From one of the CCGP team members working on Capitol Hill: Jill Marie Gerschutz-Bell
Greetings! I have had the privilege of working in CRS’ legislative affairs office for three years now. It was a pleasure to join the team, having written about CRS’ justice lens for my thesis on “Catholic approaches to Peacebuilding” in 2005.
A significant portion of my portfolio requires that I lead on appropriations, which has included the budget battles over the last two years. During the fiscal cliff debates last fall, a staffer from Democratic leadership thanked us for all we were doing with our letter and campaign and told us we could not be on the Hill enough. In addition to protecting poverty-focused humanitarian and development funding, I work with Congress and the Administration to improve the coherence, efficiency and effectiveness of foreign assistance (a.k.a., foreign aid reform). Third, as co-chair of a working group on Afghanistan, I represent CRS in emphasizing the important role of community-based development in Afghanistan and oversight of stabilization programs. Immigration, refugees and trafficking round out my portfolio.
Immigration issues are particularly close to my heart. Having lived an itinerant lifestyle throughout my childhood, the Church has been a refuge for me personally. Working for Casa Alianza in Central America and with migrants in the US illustrated to me the consequences of our broken immigration system. As a fellow with Woodstock Theological Center’s Theology of Migration Project, I co-edited and contributed to And You Welcomed Me: Migration and Catholic Social Teaching. I sincerely hope that the political calculus has changed for the 113th Congress– this debate tests my hope!

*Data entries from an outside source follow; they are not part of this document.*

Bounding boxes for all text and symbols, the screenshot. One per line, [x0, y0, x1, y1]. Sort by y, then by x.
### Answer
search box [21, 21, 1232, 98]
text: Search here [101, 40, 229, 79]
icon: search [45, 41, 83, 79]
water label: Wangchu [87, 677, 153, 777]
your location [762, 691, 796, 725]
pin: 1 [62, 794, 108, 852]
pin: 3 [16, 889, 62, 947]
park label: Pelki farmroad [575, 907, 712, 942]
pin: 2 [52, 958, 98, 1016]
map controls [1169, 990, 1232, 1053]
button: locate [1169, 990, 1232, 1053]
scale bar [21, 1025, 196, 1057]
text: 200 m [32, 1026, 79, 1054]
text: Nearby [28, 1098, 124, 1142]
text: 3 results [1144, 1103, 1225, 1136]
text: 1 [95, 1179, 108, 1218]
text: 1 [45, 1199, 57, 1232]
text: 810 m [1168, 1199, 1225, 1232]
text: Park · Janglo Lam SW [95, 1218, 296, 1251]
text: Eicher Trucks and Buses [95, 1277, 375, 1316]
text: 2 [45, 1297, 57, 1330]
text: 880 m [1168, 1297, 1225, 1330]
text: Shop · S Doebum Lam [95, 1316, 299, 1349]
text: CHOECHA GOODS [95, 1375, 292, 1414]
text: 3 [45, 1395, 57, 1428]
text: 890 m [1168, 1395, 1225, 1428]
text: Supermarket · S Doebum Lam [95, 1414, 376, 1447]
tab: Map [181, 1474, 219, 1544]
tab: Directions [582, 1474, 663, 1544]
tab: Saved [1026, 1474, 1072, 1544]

It is a particular joy for me to work with advocates across the country. For one, as outreach coordinator at the Jesuit Conference I developed great respect for all of the incredible work and advocacy happening at the local and state levels. Education and outreach build the kind of culture that dignifies not only the poor and marginalized, but all of us. Secondly, I know that constituents are a critical part of our influence in DC. (Our field experience and Church teaching are two other critical components). At breakfast recently with a Member of Congress, he noted how hearing independently from six constituents in his district felt like a tidal wave of public opinion. Despite the reluctance with which some people view organized religion these days, our potential as Church to influence our government is incredible. Every time someone weighs in with a legislator as part of the CRS community I feel we are sowing another seed to build God’s Kingdom.